Titelverteidiger Roger Federer hat auf seinem Weg zur Titelverteidigung eine schwere Hürde zu bewältigen. Heute trifft der Schweizer im Halbfinale auf den Australier Lleyton Hewitt, immerhin Wimbledon-Champion von 2002. In der anderen Halbfinalpartie stehen sich Andy Roddick und Thomas Johansson gegenüber. Die Sympathien der Zuschauer sind indes klar verteilt: Alle hoffen auf ein Traumfinale zwischen Roger Federer und Andy Roddick

Der Weg des US-Amerikaners ins Halbfinale war dabei alles andere als unbeschwerlich. Zum zweiten Mal musste Roddick am Mittwoch bei seinem 3:6, 6:2, 6:1, 3:6, 6:3 über den Franzosen Sebastien Grosjean über die volle Distanz gehen. Kein Vergleich zu Champion Roger Federer, der im gesamten Turnier bislang erst einen Satz (gegen Nicolas Kiefer) verloren hat.

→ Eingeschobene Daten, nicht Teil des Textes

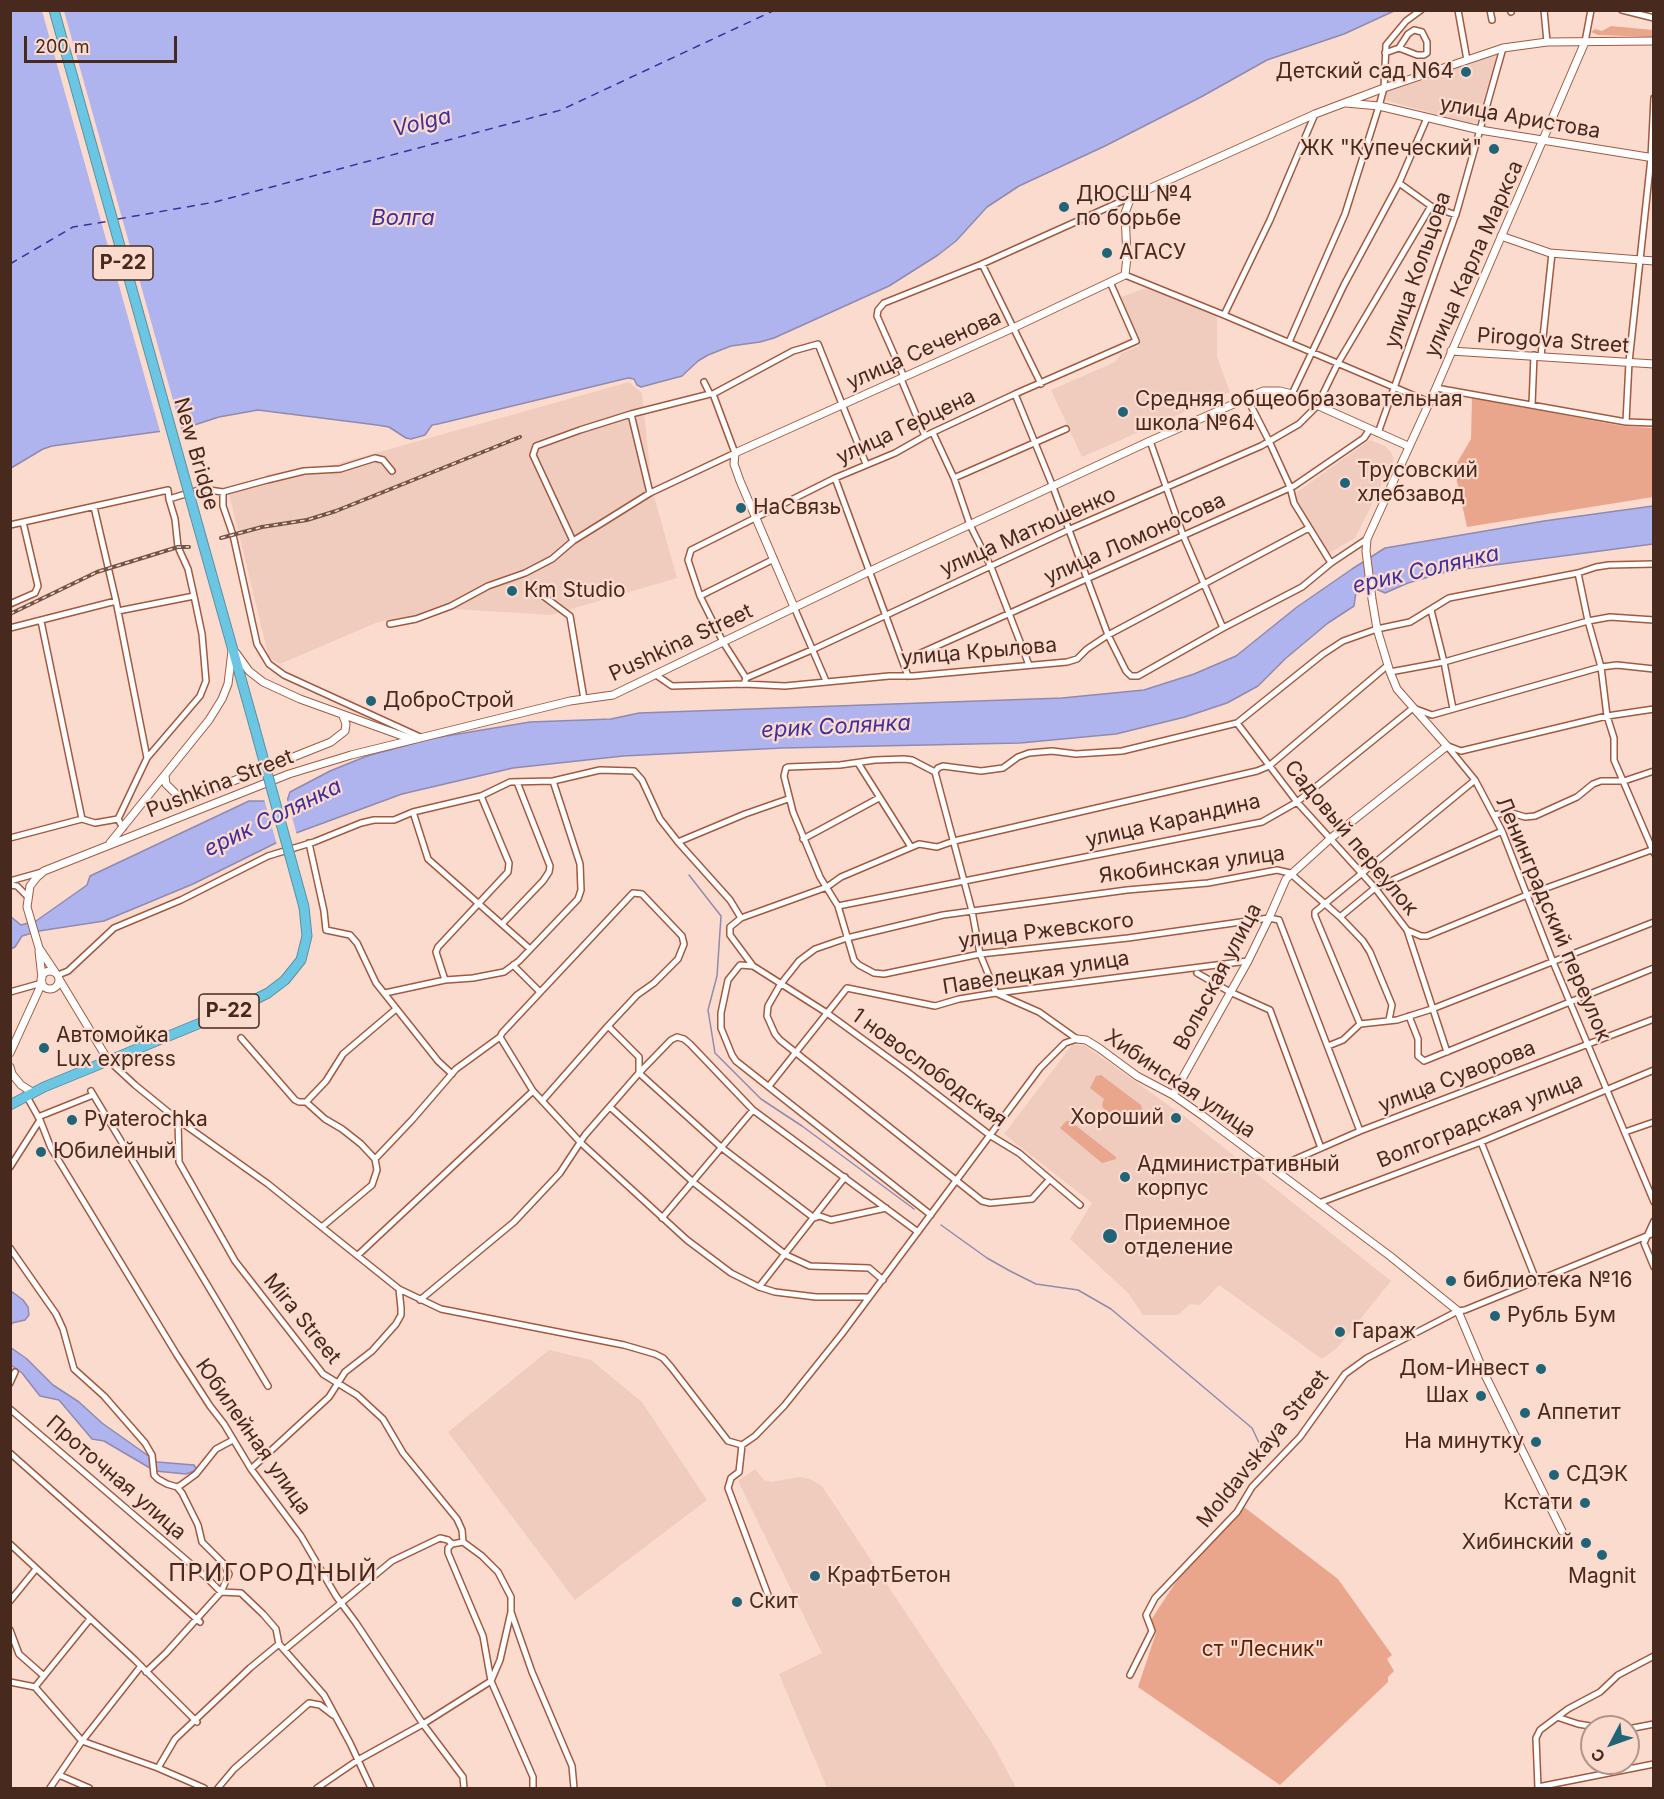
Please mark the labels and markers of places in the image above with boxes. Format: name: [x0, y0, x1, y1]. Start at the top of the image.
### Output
place label: Детский сад N64: [1276, 59, 1454, 85]
marker: Детский сад N64: [1459, 65, 1473, 79]
place label: ЖК "Купеческий": [1300, 136, 1482, 162]
marker: ЖК "Купеческий": [1487, 142, 1501, 156]
place label: ДЮСШ №4 по борьбе: [1076, 182, 1192, 232]
marker: ДЮСШ №4 по борьбе: [1057, 200, 1071, 214]
place label: АГАСУ: [1119, 240, 1186, 266]
marker: АГАСУ: [1100, 246, 1114, 260]
place label: Средняя общеобразовательная школа №64: [1135, 387, 1463, 437]
marker: Средняя общеобразовательная школа №64: [1116, 405, 1130, 419]
place label: Трусовский хлебзавод: [1357, 458, 1478, 508]
marker: Трусовский хлебзавод: [1338, 476, 1352, 490]
place label: НаСвязь: [753, 495, 841, 521]
marker: НаСвязь: [734, 501, 748, 515]
place label: Кm Studio: [524, 578, 626, 604]
marker: Кm Studio: [505, 584, 519, 598]
place label: ДоброСтрой: [383, 688, 514, 714]
marker: ДоброСтрой: [364, 694, 378, 708]
place label: Автомойка Lux express: [56, 1023, 176, 1073]
marker: Автомойка Lux express: [37, 1041, 51, 1055]
place label: Хороший: [1070, 1105, 1164, 1131]
place label: Pyaterochka: [84, 1107, 208, 1133]
marker: Хороший: [1169, 1111, 1183, 1125]
marker: Pyaterochka: [65, 1113, 79, 1127]
place label: Юбилейный: [53, 1139, 176, 1165]
marker: Юбилейный: [34, 1145, 48, 1159]
place label: Административный корпус: [1137, 1152, 1340, 1202]
marker: Административный корпус: [1118, 1170, 1132, 1184]
place label: Приемное отделение: [1124, 1211, 1233, 1261]
marker: Приемное отделение: [1101, 1227, 1119, 1245]
place label: библиотека №16: [1463, 1268, 1633, 1294]
marker: библиотека №16: [1444, 1274, 1458, 1288]
place label: Рубль Бум: [1507, 1303, 1616, 1329]
marker: Рубль Бум: [1488, 1309, 1502, 1323]
place label: Гараж: [1352, 1319, 1416, 1345]
marker: Гараж: [1333, 1325, 1347, 1339]
place label: Дом-Инвест: [1399, 1356, 1529, 1382]
marker: Дом-Инвест: [1534, 1362, 1548, 1376]
place label: Шах: [1426, 1383, 1469, 1409]
marker: Шах: [1474, 1389, 1488, 1403]
place label: Аппетит: [1537, 1400, 1621, 1426]
marker: Аппетит: [1518, 1406, 1532, 1420]
place label: На минутку: [1404, 1429, 1524, 1455]
marker: На минутку: [1529, 1435, 1543, 1449]
place label: СДЭК: [1566, 1462, 1628, 1488]
marker: СДЭК: [1547, 1468, 1561, 1482]
place label: Кстати: [1504, 1490, 1573, 1516]
marker: Кстати: [1578, 1496, 1592, 1510]
place label: Хибинский: [1462, 1530, 1574, 1556]
marker: Хибинский: [1579, 1536, 1593, 1550]
marker: Magnit: [1595, 1548, 1609, 1562]
place label: КрафтБетон: [827, 1563, 951, 1589]
place label: Magnit: [1568, 1564, 1636, 1590]
marker: КрафтБетон: [808, 1569, 822, 1583]
place label: Скит: [749, 1589, 798, 1615]
marker: Скит: [730, 1595, 744, 1609]

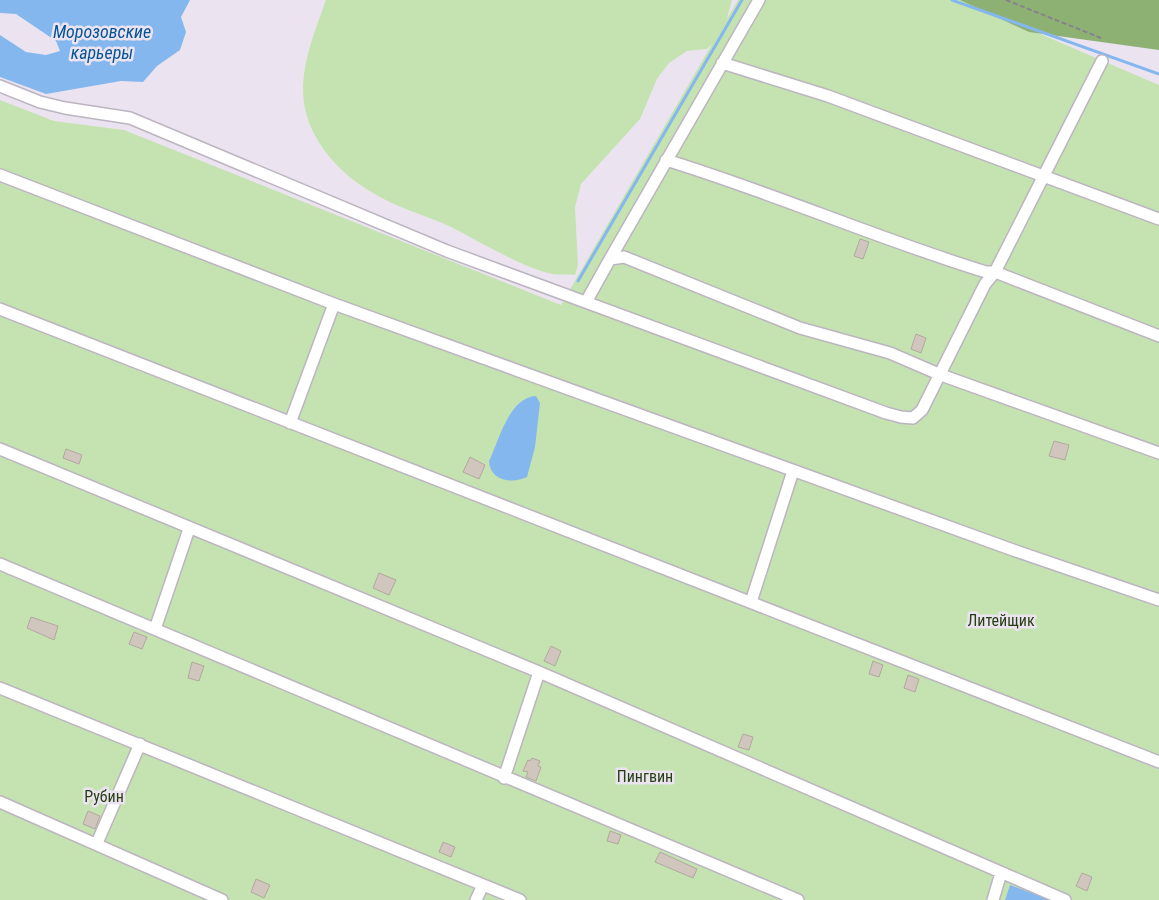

Roddick fürchtet Hewitt und Federer

In den letzten beiden Jahren war der Aufschlag-Weltrekordler aus den USA jeweils an dem Schweizer gescheitert. 2003 im Halbfinale, im Vorjahr im Endspiel. "Nach den Erfolgen zuletzt habe ich von mir wieder ein gutes Ergebnis hier in Wimbledon erwartet", sagt Roddick. Er hat das Vorbereitungsturnier in Queens gewonnen, er will Wimbledon gewinnen, er fühlt sich bestens vorbereitet. "Es gibt nur zwei Spieler, die ich hier mehr als alle anderen fürchte, das sind Roger und Lleyton", erklärt der Amerikaner: "Und Roger ist so lange der Champion, bis ihn jemand stürzt."

Roddick arbeitete für Wimbledon an seinem Volley, er legt sich Strategien zurecht, er fühlt sich auf Federer vorbereitet: "Ich habe im Finale vor einem Jahr gezeigt, dass er nicht unbezwingbar ist. Wenn ich ihn das nächste Mal treffe, muss ich ihn wohl mit einem Kühlschrank und einer Spüle bewerfen."

Federer gibt sich hingegen vor seinem Duell gegen "Aussie" Hewitt gelassen: "Für mich ist das Spiel gegen Lleyton kein Finale, sondern ein ganz normales Halbfinale. Bei den French Open gegen Rafael Nadal war das anders. Da haben die Leute zurecht von einem vorweggenommenen Finale gesprochen."

Johansson nur Außenseiter

Der Schwede Thomas Johansson, Australian-Open-Sieger von 2002, ist hingegen krasser Außenseiter. Für viele Experten überraschend, dass der aufschlaggewaltige Skandinavier überhaupt das Halbfinale erreicht hat. Bisher war der 30-Jährige bei acht Wimbledon-Teilnahmen nicht über das Achtelfinale hinausgekommen. Doch Roddick sollte auf der Hut sein. Im Viertelfinale ließ der an Nummer zwölf gesetzte Johansson dem Argentinier David Nalbandian beim 7:6, 6:2 und 6:2 keine echte Chance.